Although not everyone appreciates this distinctive styling, the lack of a high bar, or even a regular "step-over" top tube found in a classic women's frame, means this bike is easy to get started even for people who have difficulty bending their hips or knees. The low frame and adjustable stem make it possible for most people to fit this bike, even though it is comes in only two sizes, though riders who are over 6' may need a taller seatpost and stem



Biria Easy Boarding Top 3

The series includes basic 3-speed "Top 3" for under $500, and the 8-speed "Lite 8" Shimano Nexus hub version for under $750, as well as a top-of-the-line "Superlight 8", which adds a front dynamo hub and a full dynamo-powered light system for about $840, one of the better prices for a bike with these features. There is also "easy 7" Shimano derailler version and a single-speed "cruiser," both under $400, which still include a partial chainguard and rear rack, and an Electric version, with a 3-speed Shimano Nexus rear hub, lithium battery pack, and 220 watt brushless front hub motor

Biria Easy Boarding - Easy 7
The components of the top-of-the-line Superlight 8 are below:

Specifications:

Frame:  Aluminum 7005
Fork:  Hi-Ten unicrown
Rims:  Aluminum, double-wall, 26"
Tires:  26x1.75
Front hub:  Shimano dynamo hub [Superlight 8 only]
Rear hub:  8-speed Shimano Nexus internal gear hub
Shifter:  Shimano nexus twist shifter
Handlebar:  City cruiser [Alloy]
Stem:  Adjustable Aluminum alloy
Grips:  Brown
Pedals:  Platform, rubber
Front & rear Brake:  Linear-pull cantilevers [Rear coaster brake on Top 3 and Cruiser]
Saddle:  Brown, with springs
Chainguard:  Full guard
Kickstand:  Single
Fenders:  Silver
Rack:  Rear alloy rack
Lights:  Front and rear dynamo-powered [Superlight 8 only]
Colors:  Aqua Blue, Black [Superlight 8];
Sizes:  40 cm (15.5"), 46 cm (18")
Weight:  36 lbs [claimed; single-speed is 30 lbs, 3-speed is 31 lbs ]
 
Biria Easy Boarding Electric

I look on this bike fondly, because it indirectly got me into commuting by bike. My boss bought the Lite 8 after a bike tour in Europe, and started riding it the 4 miles to work. I was shocked to see it in her office, but after hearing her explain how fast and easy it was to ride to work, I decided to try it myself and am now a daily commuter.

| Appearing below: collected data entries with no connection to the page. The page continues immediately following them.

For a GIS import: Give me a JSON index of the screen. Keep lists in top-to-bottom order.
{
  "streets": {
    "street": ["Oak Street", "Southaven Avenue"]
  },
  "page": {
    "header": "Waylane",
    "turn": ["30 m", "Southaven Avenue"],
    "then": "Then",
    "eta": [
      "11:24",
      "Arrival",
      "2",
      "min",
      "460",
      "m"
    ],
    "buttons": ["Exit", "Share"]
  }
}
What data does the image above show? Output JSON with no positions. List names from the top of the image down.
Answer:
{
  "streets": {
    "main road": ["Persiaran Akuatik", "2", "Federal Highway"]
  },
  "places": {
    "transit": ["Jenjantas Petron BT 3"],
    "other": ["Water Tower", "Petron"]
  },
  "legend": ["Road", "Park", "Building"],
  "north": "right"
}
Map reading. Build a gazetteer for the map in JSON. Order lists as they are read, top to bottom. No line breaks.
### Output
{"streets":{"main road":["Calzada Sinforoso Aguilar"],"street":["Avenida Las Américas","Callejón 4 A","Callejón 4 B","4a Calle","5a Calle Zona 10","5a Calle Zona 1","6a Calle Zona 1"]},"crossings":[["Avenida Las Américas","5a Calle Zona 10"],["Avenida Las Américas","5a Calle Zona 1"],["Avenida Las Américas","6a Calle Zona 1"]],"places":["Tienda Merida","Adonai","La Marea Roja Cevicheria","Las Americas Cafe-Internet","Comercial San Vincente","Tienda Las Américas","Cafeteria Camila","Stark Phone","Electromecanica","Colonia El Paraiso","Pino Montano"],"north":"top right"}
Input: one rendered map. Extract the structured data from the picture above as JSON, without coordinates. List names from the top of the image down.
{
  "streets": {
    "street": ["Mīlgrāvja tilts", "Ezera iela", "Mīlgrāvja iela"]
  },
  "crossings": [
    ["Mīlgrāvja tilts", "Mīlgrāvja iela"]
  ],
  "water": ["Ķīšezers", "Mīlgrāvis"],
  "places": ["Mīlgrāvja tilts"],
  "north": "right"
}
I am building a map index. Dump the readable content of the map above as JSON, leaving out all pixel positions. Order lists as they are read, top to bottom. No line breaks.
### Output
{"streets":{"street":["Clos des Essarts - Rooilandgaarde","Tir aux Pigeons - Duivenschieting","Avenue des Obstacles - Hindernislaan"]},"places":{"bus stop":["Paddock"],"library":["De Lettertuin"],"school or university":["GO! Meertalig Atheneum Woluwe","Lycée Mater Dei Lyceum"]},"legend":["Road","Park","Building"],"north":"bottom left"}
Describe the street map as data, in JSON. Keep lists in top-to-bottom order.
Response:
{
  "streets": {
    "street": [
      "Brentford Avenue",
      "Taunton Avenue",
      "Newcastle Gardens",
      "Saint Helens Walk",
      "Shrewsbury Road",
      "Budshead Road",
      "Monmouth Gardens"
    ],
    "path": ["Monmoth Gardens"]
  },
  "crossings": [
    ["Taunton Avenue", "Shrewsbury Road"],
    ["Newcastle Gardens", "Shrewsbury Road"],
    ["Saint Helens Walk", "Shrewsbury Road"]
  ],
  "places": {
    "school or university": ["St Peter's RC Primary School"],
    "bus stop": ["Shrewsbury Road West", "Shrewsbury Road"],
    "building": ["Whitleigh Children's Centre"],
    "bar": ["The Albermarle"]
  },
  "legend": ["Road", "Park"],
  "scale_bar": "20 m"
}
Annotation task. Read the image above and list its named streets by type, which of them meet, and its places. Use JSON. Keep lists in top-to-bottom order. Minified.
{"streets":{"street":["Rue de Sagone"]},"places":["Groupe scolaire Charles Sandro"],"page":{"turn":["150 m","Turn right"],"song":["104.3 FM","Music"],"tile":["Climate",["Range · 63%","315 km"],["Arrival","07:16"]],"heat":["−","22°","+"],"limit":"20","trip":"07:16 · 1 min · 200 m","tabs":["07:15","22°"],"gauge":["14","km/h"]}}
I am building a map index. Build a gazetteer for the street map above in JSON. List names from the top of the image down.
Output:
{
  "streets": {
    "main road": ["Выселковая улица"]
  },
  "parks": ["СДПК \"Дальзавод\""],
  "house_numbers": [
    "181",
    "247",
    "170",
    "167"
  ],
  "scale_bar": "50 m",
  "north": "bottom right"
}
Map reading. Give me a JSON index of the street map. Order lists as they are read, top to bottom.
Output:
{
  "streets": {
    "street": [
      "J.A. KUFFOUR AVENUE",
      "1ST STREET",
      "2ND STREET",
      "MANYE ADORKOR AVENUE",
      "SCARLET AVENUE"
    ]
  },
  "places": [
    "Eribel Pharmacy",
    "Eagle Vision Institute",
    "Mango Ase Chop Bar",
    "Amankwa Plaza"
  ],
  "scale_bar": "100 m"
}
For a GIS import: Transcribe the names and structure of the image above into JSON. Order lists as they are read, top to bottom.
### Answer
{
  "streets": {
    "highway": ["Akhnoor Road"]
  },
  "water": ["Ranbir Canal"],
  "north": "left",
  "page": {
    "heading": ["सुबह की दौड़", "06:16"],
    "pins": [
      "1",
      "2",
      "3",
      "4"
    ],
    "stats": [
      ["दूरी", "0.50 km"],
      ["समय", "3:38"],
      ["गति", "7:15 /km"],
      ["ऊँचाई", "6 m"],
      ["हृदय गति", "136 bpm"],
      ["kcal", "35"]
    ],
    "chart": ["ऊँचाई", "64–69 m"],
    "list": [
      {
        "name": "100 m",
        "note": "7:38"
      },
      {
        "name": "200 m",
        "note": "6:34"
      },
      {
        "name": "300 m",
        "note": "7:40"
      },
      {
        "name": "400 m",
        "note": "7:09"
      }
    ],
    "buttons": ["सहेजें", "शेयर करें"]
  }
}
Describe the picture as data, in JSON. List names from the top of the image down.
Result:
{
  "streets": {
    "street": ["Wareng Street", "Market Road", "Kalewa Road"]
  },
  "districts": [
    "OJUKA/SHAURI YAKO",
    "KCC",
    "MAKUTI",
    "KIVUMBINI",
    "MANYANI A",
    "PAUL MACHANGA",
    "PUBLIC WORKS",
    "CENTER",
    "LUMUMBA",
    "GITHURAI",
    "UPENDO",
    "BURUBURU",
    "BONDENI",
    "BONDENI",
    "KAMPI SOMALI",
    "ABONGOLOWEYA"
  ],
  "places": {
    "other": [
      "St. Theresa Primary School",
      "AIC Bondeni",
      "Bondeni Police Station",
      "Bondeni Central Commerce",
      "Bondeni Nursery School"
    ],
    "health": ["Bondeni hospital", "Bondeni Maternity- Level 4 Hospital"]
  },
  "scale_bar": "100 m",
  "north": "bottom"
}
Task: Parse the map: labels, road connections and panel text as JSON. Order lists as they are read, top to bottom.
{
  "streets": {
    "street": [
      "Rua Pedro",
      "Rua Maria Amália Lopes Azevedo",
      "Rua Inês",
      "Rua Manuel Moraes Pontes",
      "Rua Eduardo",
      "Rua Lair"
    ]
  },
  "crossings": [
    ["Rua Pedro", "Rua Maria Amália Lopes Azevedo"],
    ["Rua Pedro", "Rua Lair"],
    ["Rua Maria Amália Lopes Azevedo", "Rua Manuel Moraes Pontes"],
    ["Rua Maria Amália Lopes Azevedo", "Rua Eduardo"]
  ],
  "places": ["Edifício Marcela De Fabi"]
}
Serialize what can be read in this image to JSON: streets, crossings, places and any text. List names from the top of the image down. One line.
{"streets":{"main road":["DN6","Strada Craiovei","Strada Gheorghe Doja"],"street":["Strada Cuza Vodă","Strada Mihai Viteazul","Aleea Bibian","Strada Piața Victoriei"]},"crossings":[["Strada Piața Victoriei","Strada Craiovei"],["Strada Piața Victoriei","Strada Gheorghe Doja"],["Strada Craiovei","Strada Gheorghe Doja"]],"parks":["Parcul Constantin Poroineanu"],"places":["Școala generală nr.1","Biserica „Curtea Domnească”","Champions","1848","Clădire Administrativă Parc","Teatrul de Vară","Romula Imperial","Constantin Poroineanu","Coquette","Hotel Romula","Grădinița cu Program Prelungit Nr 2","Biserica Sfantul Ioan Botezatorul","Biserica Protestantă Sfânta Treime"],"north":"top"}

We have also previously reviewed two other bikes by Biria: the Newport 3, a shaft-drive 3-speed, and the Classic Dutch (sadly no longer available, though some dealers may have one in stock.)

The Easy Boarding Top 3 was reviewed by Bike Commuters in 2008, and it appears the 2011 model is unchanged.
Ding Ding Let's Ride had a test ride of the Top 3 in August 2010.

Biria Easy Boarding bike at the Grand Canyon

Monday, December 6, 2010

Bianchi Volpe

2011 Bianchi Volpe. Image by Bianchi USA.
The 2011 Bianchi Volpe, MSRP $1099.

In 1997, Sheldon Brown was so taken by the Volpe that he devoted a web page to it. “I don’t know anything in the price range that can touch it,” he wrote. Years later, he labeled the page “obsolete,” explaining that “nowadays there are many more nice touring bikes available from a variety of manufacturers.”

The Volpe may no longer be unique, but count it as a positive development that it has survived at a time when there has been doubt about the future of Bianchi steel.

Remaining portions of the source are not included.